And I remember we’d play tackle football at Belmont Park with various other areas of the city, that kids ride their bikes over and we’d have a knock-down-drag-out, good old-fashioned tackle football game. And the kids from Ridge Street would come. So, this guy named Howard Swift got up, and Howard, Frankie, we called him — do you know him?
Lorenzo Dickerson: He lives in my neighborhood.
David Sloan: I’ll be danged. One of the kindest, gentlest human beings you’ll ever know, very diminutive, small guy. Loves sports but was never big enough really to play any of them. And so, I invited Frankie to come, and Frankie invited some other guys that I went to high school with, junior high school and high school with, actually. And Frankie lived on the east side of Ridge Street, so he had to go to Clark. And the Black kids that lived on the west side of Ridge Street went to Johnson. Johnson was heavily influenced by the liberal faculty, and so forth, of the University of Virginia, so it was a little bit of a different climate over there. Belmont was pretty —
George Gilliam: Pretty conservative.
David Sloan: Pretty conservative, working class, tough guys. So, Frankie got up at this group. What we did was, we got together at Washington Park, which for me is always a symbolic park because we wouldn’t go to Washington Park when I was a kid. You would not ride your bike to Washington Park. It’s just the way it was. And so, to me, it’s now a park open and everybody can enjoy it, and it’s still right in the middle of the city. And so, we met at Washington Park, and everybody introduced themselves and talked a little bit about what they’ve been doing all their lives.

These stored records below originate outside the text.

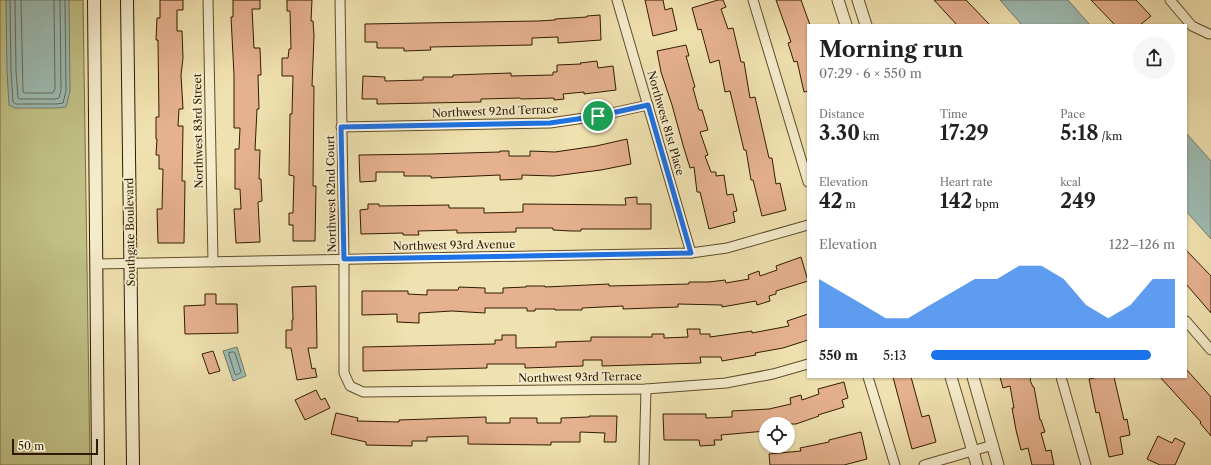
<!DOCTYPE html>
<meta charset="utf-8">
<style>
:root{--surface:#fff;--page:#f6f6f6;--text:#222;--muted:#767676;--accent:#1a73e8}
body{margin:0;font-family:"Libre Caslon Text",serif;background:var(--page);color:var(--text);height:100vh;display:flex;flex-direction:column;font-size:15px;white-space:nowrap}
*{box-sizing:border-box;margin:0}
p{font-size:13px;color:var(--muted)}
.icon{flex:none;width:22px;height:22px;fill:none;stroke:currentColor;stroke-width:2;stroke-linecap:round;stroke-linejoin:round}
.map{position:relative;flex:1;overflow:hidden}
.panel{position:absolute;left:807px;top:24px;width:380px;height:354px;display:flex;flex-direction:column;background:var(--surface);border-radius:0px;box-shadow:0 1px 3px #0004}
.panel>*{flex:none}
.controls{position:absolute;left:759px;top:417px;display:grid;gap:8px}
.controls a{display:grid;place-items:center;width:36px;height:36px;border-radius:50%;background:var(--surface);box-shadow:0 1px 3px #0004;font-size:20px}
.scale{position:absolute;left:12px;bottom:10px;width:86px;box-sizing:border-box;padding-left:4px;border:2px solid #2f1c00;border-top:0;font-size:11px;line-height:14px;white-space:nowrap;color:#2f1c00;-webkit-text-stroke:3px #f5eccc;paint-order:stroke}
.pin{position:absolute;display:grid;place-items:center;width:34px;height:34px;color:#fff;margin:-17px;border:2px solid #fff;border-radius:50%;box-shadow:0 1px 4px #0007}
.round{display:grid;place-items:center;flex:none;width:42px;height:42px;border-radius:21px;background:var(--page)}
.head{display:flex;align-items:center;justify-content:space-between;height:68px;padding:0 12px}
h1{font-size:22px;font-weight:700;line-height:30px}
.figures{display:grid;grid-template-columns:repeat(3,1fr);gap:6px;height:68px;padding:4px 12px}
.figures div{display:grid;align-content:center}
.figures b{font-size:20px;font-weight:700}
.figures small{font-size:11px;font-weight:400}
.figures p{font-size:11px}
.chart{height:112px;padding:8px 12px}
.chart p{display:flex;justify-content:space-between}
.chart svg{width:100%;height:72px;margin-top:4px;fill:var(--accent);opacity:.7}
ul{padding:0 12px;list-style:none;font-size:13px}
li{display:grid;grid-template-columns:64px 48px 1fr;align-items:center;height:30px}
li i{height:10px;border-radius:5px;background:var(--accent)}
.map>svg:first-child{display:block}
.green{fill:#c1c186;stroke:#786e43}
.water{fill:#9dbcb4;stroke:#717c6c}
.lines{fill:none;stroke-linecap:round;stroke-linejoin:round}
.shore{stroke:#666c5a;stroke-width:1}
.building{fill:#e6b18f;stroke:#2f1c00}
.minor-casing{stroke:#5f4e2c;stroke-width:11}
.tertiary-casing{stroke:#5f4e2c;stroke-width:13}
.secondary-casing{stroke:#2f1c00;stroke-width:14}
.minor{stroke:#f5eccc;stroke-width:9}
.tertiary{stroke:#f5eccc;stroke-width:11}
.secondary{stroke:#f5eccc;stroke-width:12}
.route-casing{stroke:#fff;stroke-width:8}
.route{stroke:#1a73e8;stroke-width:5}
.labels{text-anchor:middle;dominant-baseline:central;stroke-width:4;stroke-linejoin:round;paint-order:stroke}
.street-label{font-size:11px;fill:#2f1c00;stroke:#f5eccc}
</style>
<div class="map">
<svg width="1211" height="465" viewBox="0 0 1211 465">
<rect width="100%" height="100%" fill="#f0e2b0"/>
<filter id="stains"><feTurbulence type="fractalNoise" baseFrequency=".005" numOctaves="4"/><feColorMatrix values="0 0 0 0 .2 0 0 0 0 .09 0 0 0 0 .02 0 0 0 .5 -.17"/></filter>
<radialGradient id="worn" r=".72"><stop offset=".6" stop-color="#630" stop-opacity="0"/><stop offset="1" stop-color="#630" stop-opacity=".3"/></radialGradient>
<polygon class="green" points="0,0 83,0 90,465 0,465"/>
<g class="water">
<polygon points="6,0 69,0 70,91 66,107 56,108 15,108 9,105 7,71"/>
<polygon points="1000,0 1068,0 1090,25 1022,25"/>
<polygon points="1186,133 1211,161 1211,239 1186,211"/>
<polygon points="237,347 246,376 233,381 223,351"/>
</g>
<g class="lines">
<g class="shore">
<polyline points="10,0 11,71 13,102 16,104 56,104 63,103 66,91 65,0"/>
<polyline points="15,0 16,71 18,98 20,99 56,99 59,98 61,90 60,0"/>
<polyline points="21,0 23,92 25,93 53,93 55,89 54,0"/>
<polygon points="233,352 235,353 241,372 237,375 235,374 229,355 229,353"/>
</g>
</g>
<g class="building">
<polygon points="160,0 183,0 183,10 177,10 177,31 182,31 183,58 181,75 183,109 179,109 178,126 183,126 182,181 185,181 184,243 158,243 157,209 162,209 163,169 159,169 159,155 156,155 157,139 156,139 156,117 159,117 158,40 156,40 157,18 160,18"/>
<polygon points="233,0 260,0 260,9 252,9 254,48 260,48 261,75 258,75 259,109 257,109 255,150 260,150 259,179 261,179 262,201 258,202 260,242 236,243 234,209 241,209 240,189 235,189 235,149 239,149 240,128 234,128 234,75 231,17 233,17"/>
<polygon points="287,0 312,0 311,21 313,21 314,36 312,86 314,86 313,186 316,186 315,241 293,241 293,225 289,225 289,213 293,213 294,176 289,175 290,114 292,114 293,76 282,76 282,58 288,58 289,49 291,49 290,11 287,11"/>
<polygon points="645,0 663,0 665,10 672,8 677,30 653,36"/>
<polygon points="718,0 723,0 726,7 721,9 728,29 733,28 741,62 744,62 750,98 755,97 769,158 772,158 776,184 780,183 786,210 762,216 753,180 751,180 746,150 744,150 730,91 725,92 719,60 710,63 701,29 698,30 692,8"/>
<polygon points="776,0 801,0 810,25 808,25 808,91 804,92 797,61 794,62 788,43 791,42"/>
<polygon points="934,0 966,0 990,25 957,25"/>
<polygon points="1091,0 1136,0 1151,16 1140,25 1115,25"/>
<polygon points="600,15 601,40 558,43 558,37 532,38 532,45 430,47 431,50 404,51 404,48 377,48 377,42 365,42 365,24 538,21 555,20 555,19 587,17 587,16"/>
<polygon points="686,45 689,56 686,56 695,87 693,88 699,110 702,110 708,130 700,132 708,155 705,156 711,172 716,172 716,176 724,175 727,195 733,194 737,211 733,212 735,222 709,229 700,192 697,192 694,167 690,168 683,145 672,105 661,72 657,51"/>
<polygon points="597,61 598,68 613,66 616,90 584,94 584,92 563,94 564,99 554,100 554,98 521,99 520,98 481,99 481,102 377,104 377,99 362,99 363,76 385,77 385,81 423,80 423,77 453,77 453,75 511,73 511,76 553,75 553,72 557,72 557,65 581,64 580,63"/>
<polygon points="627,139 631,164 601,170 554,176 522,175 522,179 500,180 500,175 431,178 431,176 404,176 404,172 376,172 376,181 360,182 359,155 430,154 500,152 500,151 509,151 509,156 530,156 530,151 555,152 596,146"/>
<polygon points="637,197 637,204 651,204 651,229 581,229 581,231 571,231 553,230 553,228 516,228 516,232 457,233 457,230 418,231 419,235 403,235 403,233 361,234 360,210 368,209 368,204 379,204 379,206 449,205 449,208 484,208 484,213 523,212 523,204 626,205 625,198"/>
<polygon points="1186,250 1211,276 1211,313 1186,284"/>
<polygon points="801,257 808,281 776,291 776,294 769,296 770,301 757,305 756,301 722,307 722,305 678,304 678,307 623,309 623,306 582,308 582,310 555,310 555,309 535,309 535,311 527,311 527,308 485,308 485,313 452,311 419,313 419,323 397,322 397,314 362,315 362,291 408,291 408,294 427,295 427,290 458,290 459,287 485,288 485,293 503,293 503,288 526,287 526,286 545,286 545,287 609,284 609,286 651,285 689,284 689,282 709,282 725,280 726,283 749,279 748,275 759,271 760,276 777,270 776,266"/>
<polygon points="316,286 317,348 308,348 312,369 315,368 317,377 297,380 291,348 286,348 286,330 292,330 292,320 293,320 292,287"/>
<polygon points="205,294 216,294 216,304 237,304 238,333 185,334 184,306 205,305"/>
<polygon points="808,314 808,340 783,348 755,353 756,355 722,361 721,357 700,357 701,363 602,366 602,360 583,360 583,366 525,368 525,364 487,364 487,368 363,371 363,347 495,344 495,340 502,340 502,335 516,335 516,348 556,347 556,342 591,341 591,337 652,337 652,334 664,334 664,338 688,337 687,329 700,329 700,334 710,334 710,337 752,331 752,333 789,326 787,321"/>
<polygon points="213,351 220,371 209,374 202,354"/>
<polygon points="1186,369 1211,397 1211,436 1200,423 1201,422 1160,377 1186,377"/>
<polygon points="893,377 911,377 922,417 929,415 936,442 912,449"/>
<polygon points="1000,377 1031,377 1030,380 1033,387 1034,387 1040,420 1041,420 1045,432 1041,433 1046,451 1051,450 1054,465 1032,465 1028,448 1021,450 1016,430 1012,408 1014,408 1010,386 1003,388"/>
<polygon points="1098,377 1114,377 1124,420 1127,419 1130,435 1120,437 1123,454 1109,457 1099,412 1096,413 1089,379"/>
<polygon points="844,382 848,398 842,400 844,407 818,415 819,416 796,424 766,424 766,431 721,435 722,440 714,440 715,445 700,446 699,440 664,440 663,414 706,414 706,418 732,417 732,411 769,409 791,404 790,398 801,395 802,400 819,394 818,389"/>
<polygon points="316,390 321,400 325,398 330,408 305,420 295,400"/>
<polygon points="336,413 358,418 357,421 399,422 399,420 486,417 486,423 510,423 510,418 537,418 537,423 561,423 561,418 589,417 589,416 617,416 616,442 604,442 605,433 580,432 580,442 551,442 551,445 468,444 468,436 427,437 427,441 412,441 412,446 366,445 366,442 331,434"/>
<polygon points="861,432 867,459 844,465 770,465 769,454 801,451 800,448 829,442 829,440"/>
<polygon points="1158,436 1172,443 1175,438 1185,443 1175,465 1160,465 1147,459"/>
</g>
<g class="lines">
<defs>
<g id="minor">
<polyline points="208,0 213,262"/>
<polyline points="340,0 344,259 344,373 350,386 363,392 646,389 726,383 773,374 808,364"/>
<polyline points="617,0 691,253"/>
<polyline points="753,0 808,182"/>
<polyline points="1170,0 1192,26 1209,34"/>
<polyline points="341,127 550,123 598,116 648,105"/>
<polyline points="96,264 691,253 727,248 808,225"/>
<polyline points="1186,321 1211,350"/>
<polyline points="868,377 895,465"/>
<polyline points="1061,377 1086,465"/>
<polyline points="644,465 646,389"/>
<polyline points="924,465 993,445"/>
</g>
<g id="tertiary">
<polyline points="838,0 846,25"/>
<polyline points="858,0 866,25"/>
<polyline points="951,377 977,465"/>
<polyline points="973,377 998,465"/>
</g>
<g id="secondary">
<polyline points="94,0 98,465"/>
<polyline points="127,0 133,465"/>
</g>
</defs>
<use href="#minor" class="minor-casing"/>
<use href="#tertiary" class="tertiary-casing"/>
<use href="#secondary" class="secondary-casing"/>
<use href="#minor" class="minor"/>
<use href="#tertiary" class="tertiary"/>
<use href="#secondary" class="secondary"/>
</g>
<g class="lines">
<defs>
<polygon id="route" points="648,105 691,253 344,259 341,127 550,123 598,116"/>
</defs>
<use href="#route" class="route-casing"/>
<use href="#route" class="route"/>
</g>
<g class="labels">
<g class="street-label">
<text transform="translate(495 111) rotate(-2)">Northwest 92nd Terrace</text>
<text transform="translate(666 123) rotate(74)">Northwest 81st Place</text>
<text transform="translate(198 131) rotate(-91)">Northwest 83rd Street</text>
<text transform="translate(331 194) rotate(-91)">Northwest 82nd Court</text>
<text transform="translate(130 232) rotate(-91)">Southgate Boulevard</text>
<text transform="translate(454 245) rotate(-1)">Northwest 93rd Avenue</text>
<text transform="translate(580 377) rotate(-1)">Northwest 93rd Terrace</text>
</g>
</g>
<rect width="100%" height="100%" filter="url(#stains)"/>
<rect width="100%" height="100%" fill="url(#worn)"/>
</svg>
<div class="controls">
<a><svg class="icon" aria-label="locate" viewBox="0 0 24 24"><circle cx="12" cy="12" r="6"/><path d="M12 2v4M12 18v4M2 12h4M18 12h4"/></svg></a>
</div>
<div class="scale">50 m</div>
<div class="pin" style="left:598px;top:116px;background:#1e9e55"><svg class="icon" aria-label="arrive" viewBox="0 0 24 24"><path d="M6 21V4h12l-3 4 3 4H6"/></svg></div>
<section class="panel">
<div class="head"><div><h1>Morning run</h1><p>07:29 · 6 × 550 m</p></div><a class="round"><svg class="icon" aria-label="share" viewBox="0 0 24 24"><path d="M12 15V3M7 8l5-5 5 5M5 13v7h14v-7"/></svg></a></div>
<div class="figures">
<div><p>Distance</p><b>3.30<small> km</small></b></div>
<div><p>Time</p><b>17:29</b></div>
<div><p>Pace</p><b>5:18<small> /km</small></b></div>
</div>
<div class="figures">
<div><p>Elevation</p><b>42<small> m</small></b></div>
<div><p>Heart rate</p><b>142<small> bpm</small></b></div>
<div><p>kcal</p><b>249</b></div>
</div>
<div class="chart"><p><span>Elevation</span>122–126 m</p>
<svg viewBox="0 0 160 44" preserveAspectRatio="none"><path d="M0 44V14L10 22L20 30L30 38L40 38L50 30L60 22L70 14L80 14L90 6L100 6L110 14L120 30L130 38L140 30L150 14L160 14V44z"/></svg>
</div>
<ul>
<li><b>550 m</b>5:13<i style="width:90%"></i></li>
</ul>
</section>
</div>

All these people were born in the ’50s. And Frankie got up and told a story I had never heard before, which was that he was scared to death about his first day at Clark Elementary School because he was afraid that he was going to get beat up, either on his way to school or on his way back to school. He said told his mom and dad the night before and they said, “Well, we can take you to school but we can’t pick you up from school.” So, he knew he was going to have to walk from Clark back to his house on Ridge Street. And he said that, and this is a quote, he said, “I met this white boy and his name was David Sloan, and he walked me home.” And it just about made me cry, which is where I’m close to right now because I had no idea at the time, but my dad was a cop. He dealt with a lot of low-income White and Black people, but we all know, if you open your eyes and your heart to it, that it was a hard time for Black people. Still is. And a hard time for people just with modest economic means. They’re the ones that seemingly get in the most trouble, certainly back then, it seemed to be that way.